Fondatrice des monastères féminins bénédictins, sœur de saint Benoît
Introduction
Sainte Scholastique occupe une place d'honneur parmi les fondateurs d'ordres religieux et les grandes figures féminines de la vie consacrée. Née au VIe siècle, elle est la sœur jumelle ou cadette du grand saint Benoît, fondateur de l'ordre bénédictin. Comme son frère, elle consacra sa vie entière à Dieu et à l'établissement d'une communauté religieuse exemplaire pour les femmes. Sa sainteté rayonnante et son dévouement sans égal en firent l'une des mères spirituelles les plus vénérées de la chrétienté médiévale.
La vie de Scholastique avant la fondation
Scholastique naquit en Italie dans une famille noble de Nursia, la même région qui vit naître son frère Benoît. Dès son enfance, elle manifesta une inclination marquée vers la vie spirituelle et une profonde piété envers Dieu. Selon la tradition rapportée par saint Grégoire le Grand, elle reçut une éducation chrétienne stricte et fut initiée très jeune aux enseignements de l'Église. La foi ardente de sa famille l'influença profondément, et elle résolut de suivre le chemin monastique plutôt que celui du mariage selon le monde.
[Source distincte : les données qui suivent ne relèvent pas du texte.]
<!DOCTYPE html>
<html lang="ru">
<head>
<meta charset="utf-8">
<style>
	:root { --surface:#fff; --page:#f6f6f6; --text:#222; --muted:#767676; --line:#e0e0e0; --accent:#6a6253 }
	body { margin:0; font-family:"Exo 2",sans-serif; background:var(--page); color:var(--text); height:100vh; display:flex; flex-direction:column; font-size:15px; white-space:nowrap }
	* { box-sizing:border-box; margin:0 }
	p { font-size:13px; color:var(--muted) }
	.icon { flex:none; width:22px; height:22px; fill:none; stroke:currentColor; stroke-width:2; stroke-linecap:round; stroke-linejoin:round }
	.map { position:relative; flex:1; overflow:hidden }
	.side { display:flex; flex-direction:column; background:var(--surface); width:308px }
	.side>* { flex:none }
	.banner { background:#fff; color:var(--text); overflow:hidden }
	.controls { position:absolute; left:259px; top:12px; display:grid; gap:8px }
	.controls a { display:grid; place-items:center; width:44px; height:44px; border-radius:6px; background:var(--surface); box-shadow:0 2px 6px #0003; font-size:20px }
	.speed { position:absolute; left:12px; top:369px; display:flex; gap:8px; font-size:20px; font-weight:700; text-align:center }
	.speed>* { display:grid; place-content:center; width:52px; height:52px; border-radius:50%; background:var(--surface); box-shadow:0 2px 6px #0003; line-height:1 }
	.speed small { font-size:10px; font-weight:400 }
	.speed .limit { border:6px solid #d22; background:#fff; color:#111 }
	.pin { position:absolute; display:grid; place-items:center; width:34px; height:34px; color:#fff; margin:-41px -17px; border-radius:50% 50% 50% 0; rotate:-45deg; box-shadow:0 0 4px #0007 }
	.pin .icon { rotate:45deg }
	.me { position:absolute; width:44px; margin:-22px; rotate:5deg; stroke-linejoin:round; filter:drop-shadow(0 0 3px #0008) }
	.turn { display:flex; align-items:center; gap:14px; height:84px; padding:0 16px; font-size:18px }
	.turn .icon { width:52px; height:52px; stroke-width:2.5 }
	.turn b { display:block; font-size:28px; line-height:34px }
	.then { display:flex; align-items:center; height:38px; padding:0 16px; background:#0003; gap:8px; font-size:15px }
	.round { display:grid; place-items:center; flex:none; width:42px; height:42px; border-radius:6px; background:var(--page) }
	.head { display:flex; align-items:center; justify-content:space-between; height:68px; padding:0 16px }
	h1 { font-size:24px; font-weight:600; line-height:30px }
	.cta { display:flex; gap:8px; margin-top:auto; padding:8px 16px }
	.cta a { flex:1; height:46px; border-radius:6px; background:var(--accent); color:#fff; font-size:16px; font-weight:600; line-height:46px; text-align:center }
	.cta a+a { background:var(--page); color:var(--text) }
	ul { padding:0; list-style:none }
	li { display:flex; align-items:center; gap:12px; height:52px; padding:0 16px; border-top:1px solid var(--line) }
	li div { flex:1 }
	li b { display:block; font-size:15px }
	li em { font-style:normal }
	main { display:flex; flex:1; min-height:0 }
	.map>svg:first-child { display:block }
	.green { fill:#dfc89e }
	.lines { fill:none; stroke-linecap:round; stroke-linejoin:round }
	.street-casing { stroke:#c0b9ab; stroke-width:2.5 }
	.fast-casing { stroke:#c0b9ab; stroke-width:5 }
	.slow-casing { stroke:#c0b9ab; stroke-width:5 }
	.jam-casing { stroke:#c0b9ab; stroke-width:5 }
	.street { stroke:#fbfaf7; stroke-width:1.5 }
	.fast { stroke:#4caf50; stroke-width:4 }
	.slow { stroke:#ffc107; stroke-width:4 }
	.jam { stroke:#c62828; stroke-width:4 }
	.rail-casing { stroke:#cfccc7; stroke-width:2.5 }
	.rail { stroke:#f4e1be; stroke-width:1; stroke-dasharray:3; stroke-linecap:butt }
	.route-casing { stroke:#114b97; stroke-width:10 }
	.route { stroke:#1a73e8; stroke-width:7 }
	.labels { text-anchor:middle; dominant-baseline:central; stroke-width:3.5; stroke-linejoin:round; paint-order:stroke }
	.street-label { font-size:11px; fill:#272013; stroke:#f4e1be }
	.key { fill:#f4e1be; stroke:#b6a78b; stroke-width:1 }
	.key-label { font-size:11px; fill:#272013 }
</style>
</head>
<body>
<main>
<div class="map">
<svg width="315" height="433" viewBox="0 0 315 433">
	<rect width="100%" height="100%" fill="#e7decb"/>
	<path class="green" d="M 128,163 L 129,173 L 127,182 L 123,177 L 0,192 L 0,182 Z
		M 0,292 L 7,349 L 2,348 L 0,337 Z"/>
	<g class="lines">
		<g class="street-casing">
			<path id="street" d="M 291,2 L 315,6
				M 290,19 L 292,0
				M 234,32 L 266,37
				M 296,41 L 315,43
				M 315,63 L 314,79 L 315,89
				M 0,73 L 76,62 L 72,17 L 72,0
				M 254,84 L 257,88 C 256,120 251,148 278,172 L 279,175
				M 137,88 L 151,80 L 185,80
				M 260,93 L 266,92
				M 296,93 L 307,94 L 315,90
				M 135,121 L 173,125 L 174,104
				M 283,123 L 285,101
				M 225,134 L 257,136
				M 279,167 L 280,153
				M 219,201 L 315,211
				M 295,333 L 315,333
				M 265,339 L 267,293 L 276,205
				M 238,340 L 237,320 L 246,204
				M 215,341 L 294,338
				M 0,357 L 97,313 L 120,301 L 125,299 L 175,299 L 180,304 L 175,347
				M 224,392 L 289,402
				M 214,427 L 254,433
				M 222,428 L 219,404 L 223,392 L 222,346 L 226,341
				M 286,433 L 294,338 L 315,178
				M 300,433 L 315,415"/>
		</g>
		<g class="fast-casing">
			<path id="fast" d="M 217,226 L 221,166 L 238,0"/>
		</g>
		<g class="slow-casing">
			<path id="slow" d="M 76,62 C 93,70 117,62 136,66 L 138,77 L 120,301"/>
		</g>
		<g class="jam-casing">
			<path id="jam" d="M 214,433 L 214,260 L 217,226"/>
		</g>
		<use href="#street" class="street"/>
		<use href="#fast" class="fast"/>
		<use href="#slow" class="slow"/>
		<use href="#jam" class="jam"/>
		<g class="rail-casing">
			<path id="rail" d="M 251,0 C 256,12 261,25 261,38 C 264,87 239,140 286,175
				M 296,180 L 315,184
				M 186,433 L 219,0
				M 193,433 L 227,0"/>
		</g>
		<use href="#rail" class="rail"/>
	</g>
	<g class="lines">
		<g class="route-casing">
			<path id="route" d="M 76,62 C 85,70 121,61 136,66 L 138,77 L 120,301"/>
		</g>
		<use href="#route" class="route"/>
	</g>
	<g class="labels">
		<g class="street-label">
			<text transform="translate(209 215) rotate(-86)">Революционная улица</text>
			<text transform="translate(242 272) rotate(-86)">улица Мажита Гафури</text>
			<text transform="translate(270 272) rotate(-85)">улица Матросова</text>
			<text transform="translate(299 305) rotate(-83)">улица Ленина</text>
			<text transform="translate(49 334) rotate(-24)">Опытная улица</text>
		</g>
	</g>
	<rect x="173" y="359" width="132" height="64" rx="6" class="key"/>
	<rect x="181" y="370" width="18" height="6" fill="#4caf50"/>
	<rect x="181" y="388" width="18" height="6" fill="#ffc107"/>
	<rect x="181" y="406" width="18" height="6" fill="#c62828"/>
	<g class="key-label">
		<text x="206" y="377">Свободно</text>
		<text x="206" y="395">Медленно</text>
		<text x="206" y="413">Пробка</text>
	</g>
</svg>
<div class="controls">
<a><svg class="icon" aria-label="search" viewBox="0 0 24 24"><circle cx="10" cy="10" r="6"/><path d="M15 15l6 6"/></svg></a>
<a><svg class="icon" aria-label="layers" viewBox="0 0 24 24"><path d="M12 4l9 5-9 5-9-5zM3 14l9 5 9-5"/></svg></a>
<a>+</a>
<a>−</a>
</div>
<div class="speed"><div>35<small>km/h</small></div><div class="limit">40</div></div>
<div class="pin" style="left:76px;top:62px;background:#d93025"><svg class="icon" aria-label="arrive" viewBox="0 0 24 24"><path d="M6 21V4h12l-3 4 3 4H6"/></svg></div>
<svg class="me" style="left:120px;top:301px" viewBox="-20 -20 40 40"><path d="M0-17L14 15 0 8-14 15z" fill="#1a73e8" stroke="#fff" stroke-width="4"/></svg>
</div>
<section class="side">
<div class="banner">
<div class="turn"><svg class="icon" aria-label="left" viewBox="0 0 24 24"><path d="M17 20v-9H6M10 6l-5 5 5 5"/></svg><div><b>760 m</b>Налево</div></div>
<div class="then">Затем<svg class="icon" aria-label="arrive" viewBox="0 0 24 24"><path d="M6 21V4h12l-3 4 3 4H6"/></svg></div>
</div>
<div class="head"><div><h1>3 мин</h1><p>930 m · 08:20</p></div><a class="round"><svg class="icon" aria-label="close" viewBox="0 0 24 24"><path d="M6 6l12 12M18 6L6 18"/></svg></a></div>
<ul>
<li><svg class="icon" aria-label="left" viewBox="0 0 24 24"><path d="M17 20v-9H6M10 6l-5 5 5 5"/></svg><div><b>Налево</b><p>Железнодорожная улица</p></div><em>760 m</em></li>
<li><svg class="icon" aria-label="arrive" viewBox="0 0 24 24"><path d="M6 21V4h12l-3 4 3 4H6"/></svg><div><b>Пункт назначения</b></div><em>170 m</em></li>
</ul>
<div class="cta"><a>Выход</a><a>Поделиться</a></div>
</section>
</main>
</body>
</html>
La fondation du monastère de Plumbariola
À l'instar de son frère Benoît qui avait établi le célèbre monastère du Mont-Cassin, Scholastique fonda un monastère pour les femmes à Plumbariola, non loin de celui de son frère. Ce monastère devint rapidement un centre de sainteté et de discipline religieuse exemplaire. Scholastique dirigea sa communauté avec une sagesse remarquable, mettant en pratique les principes de la Règle de saint Benoît qu'elle adapta aux besoins spécifiques des femmes consacrées. Elle établit un équilibre parfait entre la contemplation et l'action, enseignant à ses religieuses l'importance de la prière constante, du travail manuel et de l'obéissance à Dieu.
Le charisme de Scholastique
La personnalité de Scholastique se caractérisait par une douceur compatissante alliée à une fermeté inébranlable dans la foi. Elle possédait le don de conseiller spirituellement ses sœurs avec discernement et prudence. Ses vertus de charité, d'humilité et de patience en firent un modèle vivant de la vie consacrée. Les miracles et les prodiges attribués à son intercession témoignent de sa sainteté authentique et de son union intime avec Dieu.
La relation fraternelle entre Benoît et Scholastique
Une des traditions les plus touchantes rapportée par saint Grégoire le Grand concerne les rencontres spirituelles entre le frère et la sœur. Chaque année, ils se réunissaient pour dialoguer sur les mystères de la foi et pour fortifier leur engagement mutuel envers Dieu. Lors de leur dernière rencontre, Scholastique supplia son frère de rester plus longtemps, mais Benoît refusa, respectant la discipline monastique. Scholastique pria alors avec tant de ferveur que le ciel se couvrit de nuages et une pluie diluvienne empêcha son frère de partir, symbolisant le pouvoir de la prière authentique.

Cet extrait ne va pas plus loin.